HOW TO COMPLETE THIS TASK
Write only how many lines of the listing below include the string "linecap".
==========
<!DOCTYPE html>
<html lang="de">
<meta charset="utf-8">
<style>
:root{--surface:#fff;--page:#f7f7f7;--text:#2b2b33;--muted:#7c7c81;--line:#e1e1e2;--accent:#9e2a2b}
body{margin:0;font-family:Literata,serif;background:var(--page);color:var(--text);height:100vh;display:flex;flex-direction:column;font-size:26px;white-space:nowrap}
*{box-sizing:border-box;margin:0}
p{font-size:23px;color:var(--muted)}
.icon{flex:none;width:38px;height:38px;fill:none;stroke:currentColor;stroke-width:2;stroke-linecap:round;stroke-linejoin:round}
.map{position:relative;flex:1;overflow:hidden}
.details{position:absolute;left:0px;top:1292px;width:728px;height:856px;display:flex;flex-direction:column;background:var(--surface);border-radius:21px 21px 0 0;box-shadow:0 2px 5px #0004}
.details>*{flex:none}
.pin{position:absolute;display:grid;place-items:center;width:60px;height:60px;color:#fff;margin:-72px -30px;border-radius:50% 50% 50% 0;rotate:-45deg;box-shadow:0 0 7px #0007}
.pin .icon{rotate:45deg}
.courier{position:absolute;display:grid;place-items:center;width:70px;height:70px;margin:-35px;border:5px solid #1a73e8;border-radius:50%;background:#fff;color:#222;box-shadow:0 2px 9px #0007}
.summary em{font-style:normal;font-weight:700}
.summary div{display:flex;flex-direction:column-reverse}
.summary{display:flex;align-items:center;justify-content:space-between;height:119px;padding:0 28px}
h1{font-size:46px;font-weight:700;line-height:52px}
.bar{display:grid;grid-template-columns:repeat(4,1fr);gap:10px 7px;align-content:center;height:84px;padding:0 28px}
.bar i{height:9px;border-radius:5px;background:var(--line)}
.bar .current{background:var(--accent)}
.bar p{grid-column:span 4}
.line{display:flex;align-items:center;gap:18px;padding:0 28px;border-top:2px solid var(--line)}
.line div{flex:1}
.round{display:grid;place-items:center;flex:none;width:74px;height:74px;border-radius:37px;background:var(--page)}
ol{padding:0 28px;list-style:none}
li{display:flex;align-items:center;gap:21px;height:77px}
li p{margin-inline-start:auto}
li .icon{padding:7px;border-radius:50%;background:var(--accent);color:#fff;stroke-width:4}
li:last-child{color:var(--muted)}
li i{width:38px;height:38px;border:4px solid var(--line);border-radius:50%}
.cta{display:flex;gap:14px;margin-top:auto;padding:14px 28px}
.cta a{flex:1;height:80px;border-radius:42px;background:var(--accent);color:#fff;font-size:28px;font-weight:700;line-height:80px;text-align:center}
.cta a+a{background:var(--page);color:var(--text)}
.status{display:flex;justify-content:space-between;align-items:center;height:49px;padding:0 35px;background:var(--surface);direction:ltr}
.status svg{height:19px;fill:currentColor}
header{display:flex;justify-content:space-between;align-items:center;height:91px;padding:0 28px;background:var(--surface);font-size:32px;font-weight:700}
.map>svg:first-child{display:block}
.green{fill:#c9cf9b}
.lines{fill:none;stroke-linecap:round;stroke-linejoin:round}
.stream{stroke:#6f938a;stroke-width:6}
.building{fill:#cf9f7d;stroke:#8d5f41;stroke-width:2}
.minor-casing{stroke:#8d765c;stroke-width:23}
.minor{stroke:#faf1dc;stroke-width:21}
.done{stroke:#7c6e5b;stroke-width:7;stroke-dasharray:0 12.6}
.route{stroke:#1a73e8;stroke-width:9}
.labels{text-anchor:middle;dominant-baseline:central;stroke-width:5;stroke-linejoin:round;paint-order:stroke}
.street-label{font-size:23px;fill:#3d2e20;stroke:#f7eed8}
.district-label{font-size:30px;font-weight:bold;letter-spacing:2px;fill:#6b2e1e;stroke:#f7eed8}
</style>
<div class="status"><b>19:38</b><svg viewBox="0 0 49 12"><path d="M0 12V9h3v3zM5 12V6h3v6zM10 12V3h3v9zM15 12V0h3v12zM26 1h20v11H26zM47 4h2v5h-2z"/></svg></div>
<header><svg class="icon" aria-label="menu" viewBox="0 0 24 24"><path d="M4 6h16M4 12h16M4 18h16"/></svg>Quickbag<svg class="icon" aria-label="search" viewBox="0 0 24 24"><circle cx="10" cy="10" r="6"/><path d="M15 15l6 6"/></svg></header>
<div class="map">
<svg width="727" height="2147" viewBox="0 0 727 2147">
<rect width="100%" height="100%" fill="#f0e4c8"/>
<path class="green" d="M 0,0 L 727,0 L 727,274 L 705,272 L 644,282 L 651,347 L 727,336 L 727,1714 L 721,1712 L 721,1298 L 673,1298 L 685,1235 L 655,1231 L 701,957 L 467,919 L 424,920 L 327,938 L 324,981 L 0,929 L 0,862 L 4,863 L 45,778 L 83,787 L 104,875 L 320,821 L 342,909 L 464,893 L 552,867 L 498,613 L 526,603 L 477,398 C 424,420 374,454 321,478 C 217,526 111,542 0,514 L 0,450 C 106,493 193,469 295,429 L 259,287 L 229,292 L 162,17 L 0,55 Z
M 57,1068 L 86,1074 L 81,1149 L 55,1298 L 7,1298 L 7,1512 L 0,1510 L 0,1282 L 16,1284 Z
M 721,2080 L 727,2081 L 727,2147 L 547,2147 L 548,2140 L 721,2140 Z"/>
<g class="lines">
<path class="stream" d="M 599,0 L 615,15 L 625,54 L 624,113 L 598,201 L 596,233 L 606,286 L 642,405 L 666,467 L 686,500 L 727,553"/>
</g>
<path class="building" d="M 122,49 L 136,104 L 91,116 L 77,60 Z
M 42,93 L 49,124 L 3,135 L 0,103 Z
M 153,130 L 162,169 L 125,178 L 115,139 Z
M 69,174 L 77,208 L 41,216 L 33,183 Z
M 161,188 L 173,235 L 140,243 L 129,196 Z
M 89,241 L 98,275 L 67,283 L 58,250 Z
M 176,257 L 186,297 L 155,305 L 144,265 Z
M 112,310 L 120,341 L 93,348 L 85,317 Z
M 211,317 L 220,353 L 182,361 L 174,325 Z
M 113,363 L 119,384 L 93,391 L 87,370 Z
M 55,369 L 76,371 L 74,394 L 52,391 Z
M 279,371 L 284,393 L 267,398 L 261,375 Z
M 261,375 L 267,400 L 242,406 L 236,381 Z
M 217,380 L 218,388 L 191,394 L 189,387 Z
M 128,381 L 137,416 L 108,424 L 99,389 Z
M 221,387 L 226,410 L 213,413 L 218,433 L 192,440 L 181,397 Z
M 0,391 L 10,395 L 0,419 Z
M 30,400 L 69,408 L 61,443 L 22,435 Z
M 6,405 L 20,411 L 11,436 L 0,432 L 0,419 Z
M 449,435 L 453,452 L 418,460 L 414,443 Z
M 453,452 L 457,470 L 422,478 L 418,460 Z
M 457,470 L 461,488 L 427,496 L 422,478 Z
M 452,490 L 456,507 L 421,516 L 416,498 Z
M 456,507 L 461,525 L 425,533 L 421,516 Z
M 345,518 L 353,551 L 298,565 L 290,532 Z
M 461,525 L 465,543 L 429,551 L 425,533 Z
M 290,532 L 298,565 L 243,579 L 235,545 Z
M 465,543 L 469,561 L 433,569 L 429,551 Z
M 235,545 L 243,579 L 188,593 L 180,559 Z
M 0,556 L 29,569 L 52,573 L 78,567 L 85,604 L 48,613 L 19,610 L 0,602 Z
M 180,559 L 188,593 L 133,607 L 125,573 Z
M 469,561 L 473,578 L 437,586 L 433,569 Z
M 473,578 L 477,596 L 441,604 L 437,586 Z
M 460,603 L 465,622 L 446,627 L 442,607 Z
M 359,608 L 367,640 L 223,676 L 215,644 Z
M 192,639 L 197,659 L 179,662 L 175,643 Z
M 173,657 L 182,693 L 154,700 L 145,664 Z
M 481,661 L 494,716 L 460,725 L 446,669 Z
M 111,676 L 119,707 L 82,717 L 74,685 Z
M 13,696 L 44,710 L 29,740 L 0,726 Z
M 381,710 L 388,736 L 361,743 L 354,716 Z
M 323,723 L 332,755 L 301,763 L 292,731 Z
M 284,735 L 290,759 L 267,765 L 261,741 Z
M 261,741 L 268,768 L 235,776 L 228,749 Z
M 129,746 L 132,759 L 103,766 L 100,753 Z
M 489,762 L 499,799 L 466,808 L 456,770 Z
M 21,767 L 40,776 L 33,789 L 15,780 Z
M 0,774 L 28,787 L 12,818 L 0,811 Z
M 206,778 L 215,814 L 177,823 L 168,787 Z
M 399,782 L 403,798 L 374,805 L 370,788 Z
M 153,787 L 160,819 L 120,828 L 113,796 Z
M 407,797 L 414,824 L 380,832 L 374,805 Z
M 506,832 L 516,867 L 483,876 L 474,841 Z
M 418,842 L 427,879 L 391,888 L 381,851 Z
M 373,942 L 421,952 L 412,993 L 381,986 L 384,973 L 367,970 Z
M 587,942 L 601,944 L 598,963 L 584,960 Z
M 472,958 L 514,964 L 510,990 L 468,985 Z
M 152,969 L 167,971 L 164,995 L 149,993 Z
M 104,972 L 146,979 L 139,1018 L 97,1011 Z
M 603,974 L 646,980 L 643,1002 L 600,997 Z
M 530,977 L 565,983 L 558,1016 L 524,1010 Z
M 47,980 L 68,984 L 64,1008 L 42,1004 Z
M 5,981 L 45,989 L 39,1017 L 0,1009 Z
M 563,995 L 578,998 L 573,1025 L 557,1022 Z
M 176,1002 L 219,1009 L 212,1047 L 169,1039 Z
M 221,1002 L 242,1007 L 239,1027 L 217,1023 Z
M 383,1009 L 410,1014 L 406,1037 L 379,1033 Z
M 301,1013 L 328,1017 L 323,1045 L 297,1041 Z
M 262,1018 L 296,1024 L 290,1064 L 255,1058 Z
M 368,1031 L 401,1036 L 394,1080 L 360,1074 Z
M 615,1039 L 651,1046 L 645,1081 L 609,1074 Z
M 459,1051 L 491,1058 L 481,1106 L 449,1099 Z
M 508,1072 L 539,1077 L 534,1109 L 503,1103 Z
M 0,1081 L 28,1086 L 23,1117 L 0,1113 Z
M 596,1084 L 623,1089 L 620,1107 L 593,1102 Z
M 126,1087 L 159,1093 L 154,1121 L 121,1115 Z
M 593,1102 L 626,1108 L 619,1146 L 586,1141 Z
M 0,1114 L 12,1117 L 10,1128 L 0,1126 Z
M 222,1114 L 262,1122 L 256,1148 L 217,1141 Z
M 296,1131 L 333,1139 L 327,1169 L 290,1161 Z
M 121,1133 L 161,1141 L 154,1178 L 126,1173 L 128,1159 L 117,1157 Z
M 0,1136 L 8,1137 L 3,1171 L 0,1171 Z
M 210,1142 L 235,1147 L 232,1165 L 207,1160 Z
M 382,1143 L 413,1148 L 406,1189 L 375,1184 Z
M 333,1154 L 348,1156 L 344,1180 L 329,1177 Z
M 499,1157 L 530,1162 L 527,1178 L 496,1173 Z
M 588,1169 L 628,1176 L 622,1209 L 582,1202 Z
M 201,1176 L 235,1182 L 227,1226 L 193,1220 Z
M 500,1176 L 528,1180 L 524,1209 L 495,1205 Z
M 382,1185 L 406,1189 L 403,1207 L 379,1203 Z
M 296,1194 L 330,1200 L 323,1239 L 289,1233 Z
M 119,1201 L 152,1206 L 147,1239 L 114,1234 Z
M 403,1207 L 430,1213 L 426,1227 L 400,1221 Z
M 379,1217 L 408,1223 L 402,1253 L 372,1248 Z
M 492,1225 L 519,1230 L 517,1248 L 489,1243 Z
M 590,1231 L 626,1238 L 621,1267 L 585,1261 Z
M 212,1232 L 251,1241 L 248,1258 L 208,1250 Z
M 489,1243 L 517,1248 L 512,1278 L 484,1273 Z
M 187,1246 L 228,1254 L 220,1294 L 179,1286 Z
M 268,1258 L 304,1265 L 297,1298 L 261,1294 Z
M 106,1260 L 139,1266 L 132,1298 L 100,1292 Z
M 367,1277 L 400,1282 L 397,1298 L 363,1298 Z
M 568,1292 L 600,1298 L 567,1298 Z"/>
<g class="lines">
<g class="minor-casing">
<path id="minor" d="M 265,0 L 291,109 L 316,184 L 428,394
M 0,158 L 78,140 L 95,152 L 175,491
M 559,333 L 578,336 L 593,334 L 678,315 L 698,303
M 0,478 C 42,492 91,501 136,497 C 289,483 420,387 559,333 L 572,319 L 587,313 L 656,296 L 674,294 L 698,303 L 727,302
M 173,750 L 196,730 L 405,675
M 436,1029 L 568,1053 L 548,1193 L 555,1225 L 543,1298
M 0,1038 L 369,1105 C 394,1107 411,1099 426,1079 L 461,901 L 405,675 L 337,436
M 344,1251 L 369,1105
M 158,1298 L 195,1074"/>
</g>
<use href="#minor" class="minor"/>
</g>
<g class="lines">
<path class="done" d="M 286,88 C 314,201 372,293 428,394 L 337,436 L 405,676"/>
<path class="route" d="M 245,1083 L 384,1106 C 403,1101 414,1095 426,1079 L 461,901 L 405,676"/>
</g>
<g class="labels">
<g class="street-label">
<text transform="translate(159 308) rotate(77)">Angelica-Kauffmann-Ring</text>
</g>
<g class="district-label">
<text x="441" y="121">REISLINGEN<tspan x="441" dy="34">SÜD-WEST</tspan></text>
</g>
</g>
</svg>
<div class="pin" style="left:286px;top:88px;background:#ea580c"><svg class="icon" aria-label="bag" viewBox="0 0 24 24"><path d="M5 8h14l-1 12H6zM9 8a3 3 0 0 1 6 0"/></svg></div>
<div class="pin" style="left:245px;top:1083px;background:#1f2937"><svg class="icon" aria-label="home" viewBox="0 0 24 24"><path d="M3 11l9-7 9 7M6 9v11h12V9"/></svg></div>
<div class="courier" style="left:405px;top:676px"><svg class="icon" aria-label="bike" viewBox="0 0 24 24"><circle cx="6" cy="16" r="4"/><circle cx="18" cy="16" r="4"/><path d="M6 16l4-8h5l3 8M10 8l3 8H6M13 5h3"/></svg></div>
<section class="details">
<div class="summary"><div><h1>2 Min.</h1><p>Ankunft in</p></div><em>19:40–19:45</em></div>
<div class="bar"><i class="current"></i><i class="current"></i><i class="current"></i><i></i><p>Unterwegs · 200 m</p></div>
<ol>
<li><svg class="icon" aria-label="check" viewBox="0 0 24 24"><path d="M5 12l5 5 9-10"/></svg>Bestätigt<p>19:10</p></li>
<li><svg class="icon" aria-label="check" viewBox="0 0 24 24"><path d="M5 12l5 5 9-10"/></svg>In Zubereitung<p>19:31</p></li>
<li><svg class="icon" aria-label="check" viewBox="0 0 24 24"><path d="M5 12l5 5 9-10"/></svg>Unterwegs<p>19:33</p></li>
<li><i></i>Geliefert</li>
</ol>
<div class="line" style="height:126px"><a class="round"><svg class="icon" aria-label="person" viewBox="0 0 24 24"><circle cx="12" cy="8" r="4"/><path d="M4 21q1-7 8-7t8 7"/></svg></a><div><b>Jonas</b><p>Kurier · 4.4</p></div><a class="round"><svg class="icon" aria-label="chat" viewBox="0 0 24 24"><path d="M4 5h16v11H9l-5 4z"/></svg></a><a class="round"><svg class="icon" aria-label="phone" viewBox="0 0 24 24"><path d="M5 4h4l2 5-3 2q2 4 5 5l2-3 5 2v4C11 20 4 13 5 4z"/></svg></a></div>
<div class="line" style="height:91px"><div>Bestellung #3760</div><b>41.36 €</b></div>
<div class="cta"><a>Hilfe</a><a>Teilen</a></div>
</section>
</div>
==========
RESPONSE BELOW
2